The wheels are spoked but tubeless unlike the Tenere 700 or Transalp. Get a flat on either of those and you have a world of pain taking wheel off and patching a tube. If I had got a puncture on the V85TT I could have plugged it and pumped up with my ultra compact travel compressor and been back on the road in no time.

It has electronic cruise control which I used extensively on tour and really that is the only electronic gizmo I insist a new bike I look at has. I left the bike in road power mode no need for other maps or other electronic aids. The ABS seemed bit basic, I briefly locked up on loose surface unexpectantly but I find lots of ABS bikes do that and never assume ABS is a replacement for proper brake application.

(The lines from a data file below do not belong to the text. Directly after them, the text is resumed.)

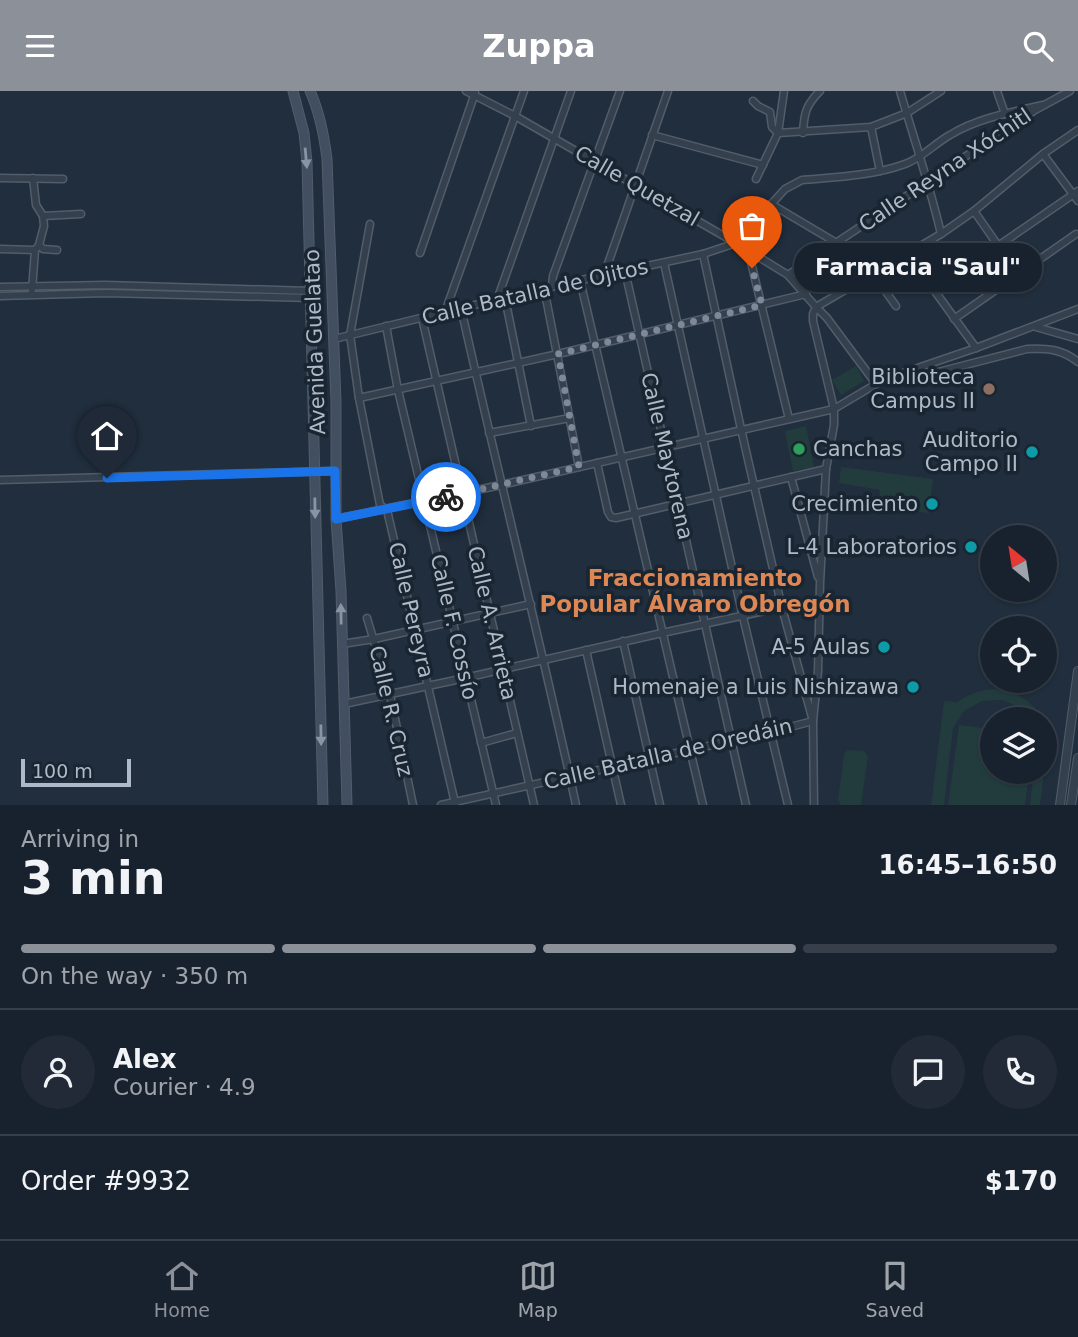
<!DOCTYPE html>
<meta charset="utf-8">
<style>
:root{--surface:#18222e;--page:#212a36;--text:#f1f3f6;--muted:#9fa4aa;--line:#363f4a;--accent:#8c9099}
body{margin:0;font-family:"DejaVu Sans",sans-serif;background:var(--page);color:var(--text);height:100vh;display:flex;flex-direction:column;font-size:26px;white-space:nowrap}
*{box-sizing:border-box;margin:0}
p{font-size:23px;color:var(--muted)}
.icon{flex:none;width:38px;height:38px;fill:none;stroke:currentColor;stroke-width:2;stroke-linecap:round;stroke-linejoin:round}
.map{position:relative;height:714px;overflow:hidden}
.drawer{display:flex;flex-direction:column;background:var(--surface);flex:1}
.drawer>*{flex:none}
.needle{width:46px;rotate:330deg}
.controls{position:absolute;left:980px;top:434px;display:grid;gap:14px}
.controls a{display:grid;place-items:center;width:77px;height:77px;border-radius:50%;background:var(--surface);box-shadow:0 2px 5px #0004,0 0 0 2px var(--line);font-size:35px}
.scale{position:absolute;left:21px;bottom:18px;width:110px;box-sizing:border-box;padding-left:7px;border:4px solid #afbac9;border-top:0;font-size:19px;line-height:24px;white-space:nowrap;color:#afbac9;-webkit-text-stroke:5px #192531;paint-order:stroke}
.pin{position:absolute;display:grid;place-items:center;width:60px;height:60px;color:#fff;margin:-72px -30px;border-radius:50% 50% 50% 0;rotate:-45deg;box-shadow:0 0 7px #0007}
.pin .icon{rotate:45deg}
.courier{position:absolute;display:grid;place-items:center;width:70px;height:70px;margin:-35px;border:5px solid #1a73e8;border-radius:50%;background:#fff;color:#222;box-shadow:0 2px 9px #0007}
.bubble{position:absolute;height:49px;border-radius:24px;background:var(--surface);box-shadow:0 2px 5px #0004,0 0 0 2px var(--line);font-size:23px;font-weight:600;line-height:49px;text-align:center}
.headline em{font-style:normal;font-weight:600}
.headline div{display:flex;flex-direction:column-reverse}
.headline{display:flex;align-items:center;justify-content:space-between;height:119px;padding:0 21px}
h1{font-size:46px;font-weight:600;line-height:52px}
.bar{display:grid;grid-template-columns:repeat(4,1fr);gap:10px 7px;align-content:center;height:84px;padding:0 21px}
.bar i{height:9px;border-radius:5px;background:var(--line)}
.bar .on{background:var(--accent)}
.bar p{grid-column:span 4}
.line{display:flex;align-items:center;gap:18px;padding:0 21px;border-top:2px solid var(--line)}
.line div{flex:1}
.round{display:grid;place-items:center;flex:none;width:74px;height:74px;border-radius:37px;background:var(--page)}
header{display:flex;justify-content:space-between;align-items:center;height:91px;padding:0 21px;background:var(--accent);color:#fff;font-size:32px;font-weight:600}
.tab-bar{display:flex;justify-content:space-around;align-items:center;height:98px;border-top:2px solid var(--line);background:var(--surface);font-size:19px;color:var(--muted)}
.tab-bar a{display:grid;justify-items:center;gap:4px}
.tab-bar .on{color:var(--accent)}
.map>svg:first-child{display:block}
.green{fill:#223c3e}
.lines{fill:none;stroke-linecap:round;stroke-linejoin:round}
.minor-casing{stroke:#525d6a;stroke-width:9}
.tertiary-casing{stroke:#525d6a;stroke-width:10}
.secondary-casing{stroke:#525d6a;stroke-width:11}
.minor{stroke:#34404d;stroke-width:6}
.tertiary{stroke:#34404d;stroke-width:8}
.secondary{stroke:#414f60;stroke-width:9}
.oneway{fill:#8895a4}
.done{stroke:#7d8998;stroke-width:7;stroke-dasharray:0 12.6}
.route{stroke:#1a73e8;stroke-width:9}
.education-dot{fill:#8d6e63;stroke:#192531;stroke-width:2.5}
.leisure-dot{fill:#2e9e5b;stroke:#192531;stroke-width:2.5}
.culture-dot{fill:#0f9aa8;stroke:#192531;stroke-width:2.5}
.labels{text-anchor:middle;stroke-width:7;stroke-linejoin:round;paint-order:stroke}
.street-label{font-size:21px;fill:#afbac9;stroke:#192531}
.poi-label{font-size:21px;fill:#afbac9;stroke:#192531;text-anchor:end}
.neighbourhood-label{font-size:23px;font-weight:bold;fill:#de8754;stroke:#192531}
</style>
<header><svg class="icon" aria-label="menu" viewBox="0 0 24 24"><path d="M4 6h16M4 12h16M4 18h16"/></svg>Zuppa<svg class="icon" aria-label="search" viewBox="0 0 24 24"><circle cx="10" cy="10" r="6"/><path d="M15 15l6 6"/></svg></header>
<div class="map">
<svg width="1078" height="714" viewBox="0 0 1078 714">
<rect width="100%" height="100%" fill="#202e3d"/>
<g class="green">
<path d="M 856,275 L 864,290 L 841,304 L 832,289 Z"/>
<path d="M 806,335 L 814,376 L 793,380 L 785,340 Z"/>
<path d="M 841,376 L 933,388 L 929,422 L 878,416 L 880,399 L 839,392 Z"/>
<path d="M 995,598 C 1016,600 1032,610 1043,628 L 1031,628 L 1021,617 L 1003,609 L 982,610 L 964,620 L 953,637 L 944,714 L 931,714 L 944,610 L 956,611 L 956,612 C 968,603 980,599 995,598 Z"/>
<path d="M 959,634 L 992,638 L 992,681 L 1029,681 L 1025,714 L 948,714 Z"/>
<path d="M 849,659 L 864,660 L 868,666 L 861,714 L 841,714 L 838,709 L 844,664 L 846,660 Z"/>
<path d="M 1034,681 L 1044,681 L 1040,714 L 1030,714 Z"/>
</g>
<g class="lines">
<g class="minor-casing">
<g id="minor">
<path d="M 466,0 L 515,25 L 736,152 L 788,184 L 816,216 L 827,227 L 876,293"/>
<path d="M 900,0 C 914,48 930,95 941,143"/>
<path d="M 997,0 L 1005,23"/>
<path d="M 753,10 L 758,15 L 770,21 L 772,36 L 778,42"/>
<path d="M 871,36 L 880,80"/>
<path d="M 778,42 L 871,36 L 907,22 L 941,0"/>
<path d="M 803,42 C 804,22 806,14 820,0"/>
<path d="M 652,44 L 763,74"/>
<path d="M 1043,63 L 1078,110"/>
<path d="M 0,87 L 63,88"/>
<path d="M 33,87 L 36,114 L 43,125 L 81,123"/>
<path d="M 756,88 L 778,42 L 784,0"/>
<path d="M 771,113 L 835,151"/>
<path d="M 974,120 L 1018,183"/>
<path d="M 370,133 L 350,244 L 359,307 L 380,414 L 387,419 L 455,712"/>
<path d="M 39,154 L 44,135 L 43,125"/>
<path d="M 0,158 L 35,159 L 39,154 L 43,158 L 57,159"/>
<path d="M 748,159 L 789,328"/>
<path d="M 420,162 L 475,2"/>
<path d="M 911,162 L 934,199 L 976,257"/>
<path d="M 664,172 L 743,526 L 788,714"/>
<path d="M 625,180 L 746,714"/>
<path d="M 604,184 L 668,0"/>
<path d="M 788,184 L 1035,19 L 1070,0"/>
<path d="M 874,184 L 896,215"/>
<path d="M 580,189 L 703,714"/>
<path d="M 0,196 L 106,194 L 310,200"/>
<path d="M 552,196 L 553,185 L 620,0"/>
<path d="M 544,197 L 579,376"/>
<path d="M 32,199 L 35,159"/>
<path d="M 934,199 L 1078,100"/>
<path d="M 0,205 L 106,202 L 311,207"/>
<path d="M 505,207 L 531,335"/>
<path d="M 497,209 L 571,0"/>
<path d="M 461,217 C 498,383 540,548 576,714"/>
<path d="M 445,221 L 524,0"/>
<path d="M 422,227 L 534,714"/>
<path d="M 954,228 L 1076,143"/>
<path d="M 386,235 L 398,299 L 496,714"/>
<path d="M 1036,236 L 1078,248"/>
<path d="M 334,248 L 544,197 L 703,163 L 736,152 L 785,98 L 802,89 C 837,86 872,85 905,73 C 922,67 934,53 950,44 C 978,27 1012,21 1043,14"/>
<path d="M 889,290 L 915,287 L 1027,258 C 1047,257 1062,258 1078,271"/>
<path d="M 359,307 L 558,263 L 806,203"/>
<path d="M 489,342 L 570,327"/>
<path d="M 597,372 L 608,421 L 611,426 L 616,427 L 826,378"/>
<path d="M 791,386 L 818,486"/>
<path d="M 0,389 L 335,380"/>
<path d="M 336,428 L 501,394 L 834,318 L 876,293 L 897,284 L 976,257 L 1078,218"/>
<path d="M 367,527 L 390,604 L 413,714"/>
<path d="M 623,550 L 660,714"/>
<path d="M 342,553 L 374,548 L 531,513"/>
<path d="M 586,559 L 621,714"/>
<path d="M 344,613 L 465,587 L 662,542 L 820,508"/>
<path d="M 481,652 L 517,642"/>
<path d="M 441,714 L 771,641 L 813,630 L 782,517 L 741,338 L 703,163"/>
<path d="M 814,714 L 813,630 L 818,580 L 820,492 L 826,378 L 834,334 L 834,318 L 813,230 L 813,223 L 816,216 L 941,143 L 974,120 L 1043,63 L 1078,39"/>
</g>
</g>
<g class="tertiary-casing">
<g id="tertiary">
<path d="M 1060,714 L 1078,580"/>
<path d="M 1071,714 L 1078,667"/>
</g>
</g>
<g class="secondary-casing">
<g id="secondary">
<path d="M 293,0 L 304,42 L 307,71 L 323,714"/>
<path d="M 310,0 C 320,22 324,44 327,68 L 336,311 L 336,428 L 341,500 L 347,714"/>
</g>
</g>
<use href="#minor" class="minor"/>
<use href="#tertiary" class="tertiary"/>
<use href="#secondary" class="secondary"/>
</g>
<defs><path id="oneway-solid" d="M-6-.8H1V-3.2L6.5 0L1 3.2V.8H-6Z" transform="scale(1.75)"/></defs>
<g class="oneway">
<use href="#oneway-solid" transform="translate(306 67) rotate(85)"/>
<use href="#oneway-solid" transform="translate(315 417) rotate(89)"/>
<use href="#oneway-solid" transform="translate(341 523) rotate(-91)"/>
<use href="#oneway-solid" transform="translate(321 644) rotate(89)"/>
</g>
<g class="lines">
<path class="done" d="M 446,406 L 579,376 L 558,263 L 762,214 L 752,177"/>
<path class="route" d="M 107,387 L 335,380 L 336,428 L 446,406"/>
</g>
<circle class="education-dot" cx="989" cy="298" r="7"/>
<circle class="leisure-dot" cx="799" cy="358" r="7"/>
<g class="culture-dot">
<circle cx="1032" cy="361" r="7"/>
<circle cx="932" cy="413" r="7"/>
<circle cx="971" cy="456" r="7"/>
<circle cx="884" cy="556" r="7"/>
<circle cx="913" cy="596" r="7"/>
</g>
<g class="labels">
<g class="street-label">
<text transform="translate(945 79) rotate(-34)" y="7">Calle Reyna Xóchitl</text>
<text transform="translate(637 95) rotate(30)" y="7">Calle Quetzal</text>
<text transform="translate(535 201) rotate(-13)" y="7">Calle Batalla de Ojitos</text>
<text transform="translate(315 251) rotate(-92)" y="7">Avenida Guelatao</text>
<text transform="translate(667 365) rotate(77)" y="7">Calle Maytorena</text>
<text transform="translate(411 519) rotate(77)" y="7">Calle Pereyra</text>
<text transform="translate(492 532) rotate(77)" y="7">Calle A. Arrieta</text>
<text transform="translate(454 536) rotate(77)" y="7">Calle F. Cossío</text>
<text transform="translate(391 620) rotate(77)" y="7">Calle R. Cruz</text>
<text transform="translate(668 663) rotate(-13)" y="7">Calle Batalla de Oredáin</text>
</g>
<g class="poi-label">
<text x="975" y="293">Biblioteca<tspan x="975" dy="24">Campus II</tspan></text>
<text x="1018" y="356">Auditorio<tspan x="1018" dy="24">Campo II</tspan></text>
<text x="813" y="365" text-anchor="start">Canchas</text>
<text x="918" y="420">Crecimiento</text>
<text x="957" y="463">L-4 Laboratorios</text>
<text x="870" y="563">A-5 Aulas</text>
<text x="899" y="603">Homenaje a Luis Nishizawa</text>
</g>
<g class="neighbourhood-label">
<text x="695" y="495">Fraccionamiento<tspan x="695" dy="26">Popular Álvaro Obregón</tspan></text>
</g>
</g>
</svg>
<div class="controls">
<a><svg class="needle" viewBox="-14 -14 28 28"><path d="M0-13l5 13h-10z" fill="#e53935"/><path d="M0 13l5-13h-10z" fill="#9fa4aa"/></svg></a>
<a><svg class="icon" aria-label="locate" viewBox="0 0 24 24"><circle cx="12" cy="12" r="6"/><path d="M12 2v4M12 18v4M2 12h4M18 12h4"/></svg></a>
<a><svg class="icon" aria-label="layers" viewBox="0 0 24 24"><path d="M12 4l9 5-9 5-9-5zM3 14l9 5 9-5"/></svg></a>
</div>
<div class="scale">100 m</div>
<div class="pin" style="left:752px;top:177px;background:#ea580c"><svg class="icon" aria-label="bag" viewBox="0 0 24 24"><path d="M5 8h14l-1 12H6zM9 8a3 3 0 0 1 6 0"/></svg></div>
<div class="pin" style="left:107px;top:387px;background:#1f2937"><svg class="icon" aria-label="home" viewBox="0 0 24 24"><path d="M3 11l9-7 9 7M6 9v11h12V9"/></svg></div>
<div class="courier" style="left:446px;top:406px"><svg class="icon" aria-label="bike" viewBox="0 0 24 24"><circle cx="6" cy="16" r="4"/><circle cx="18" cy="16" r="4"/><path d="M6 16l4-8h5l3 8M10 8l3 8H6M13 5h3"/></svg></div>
<div class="bubble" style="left:794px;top:152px;width:248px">Farmacia &quot;Saul&quot;</div>
</div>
<section class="drawer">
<div class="headline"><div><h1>3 min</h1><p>Arriving in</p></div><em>16:45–16:50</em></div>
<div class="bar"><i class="on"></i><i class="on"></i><i class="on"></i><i></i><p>On the way · 350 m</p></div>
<div class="line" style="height:126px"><a class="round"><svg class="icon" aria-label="person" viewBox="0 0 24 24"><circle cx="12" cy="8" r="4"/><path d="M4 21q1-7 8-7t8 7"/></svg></a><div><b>Alex</b><p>Courier · 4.9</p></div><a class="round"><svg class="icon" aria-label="chat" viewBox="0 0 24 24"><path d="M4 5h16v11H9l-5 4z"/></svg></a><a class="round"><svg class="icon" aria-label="phone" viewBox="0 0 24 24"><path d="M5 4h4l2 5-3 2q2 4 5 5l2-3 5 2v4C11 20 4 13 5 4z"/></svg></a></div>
<div class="line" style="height:91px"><div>Order #9932</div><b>$170</b></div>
</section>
<nav class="tab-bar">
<a class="on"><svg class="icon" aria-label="home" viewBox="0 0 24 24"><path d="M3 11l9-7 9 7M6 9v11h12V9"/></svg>Home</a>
<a><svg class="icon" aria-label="map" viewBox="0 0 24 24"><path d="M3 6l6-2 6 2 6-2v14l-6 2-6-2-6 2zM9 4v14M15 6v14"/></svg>Map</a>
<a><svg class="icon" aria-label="saved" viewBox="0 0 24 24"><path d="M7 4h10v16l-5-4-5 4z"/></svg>Saved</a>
</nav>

I found the fuel range met my touring needs. Because I was in USA and I was filling in gallons and travelling miles I cannot give a accurate metric breakdown. But my daily routes were average of 350km and I could do that on one tank from morning and have about 70-80 ‘miles’ range left on the trip computer so I’d say with tank fully topped off it has about 450km range with touring throttle application. (Update – it is confirmed the bike will do up to 500km on a tank)

A unique feature of riding a Moto Guzzi is the bike was a magnet for attracting former bikers that rode Moto Guzzi’s. Literally everywhere I stopped I was soon in a conversation with someone about the bike and hearing how they used to ride a Le Mans or a California or many other models. If you do not want this then don’t buy a Moto Guzzi but I loved it, I met heaps of nice people I might not have on another bike. A bonus good buying point for me.

But apart from that the bike actually delivers an enduring riding experience and it has all the main features I would want in an ADV bike at almost half the price of a GS. Furthermore it is not Ford F350 big, it does not have BMW service costs. It does not come with yet another cost saving parallel twin engine or chain final drive.

If I decided to buy a large ADV bike this would be the one.


  1. A mate at work has the V85 and really rates it.

    • I liked it a lot Dave.

      Still, unsure I will buy another ADV bike. I will do a further tour on my little GS next year and that will tick off all the gravel I wanted to ride.

  2. 馃憢 Hi Warren. May I ask whether this review was for a 2023 bike, or the (slightly revised) 2024 model?

  3. Geoff Smith

    I am the proud owner of a 2019 V85 TT, and can only agree with your review.
    It is an excellent machine, and a pleasure to ride.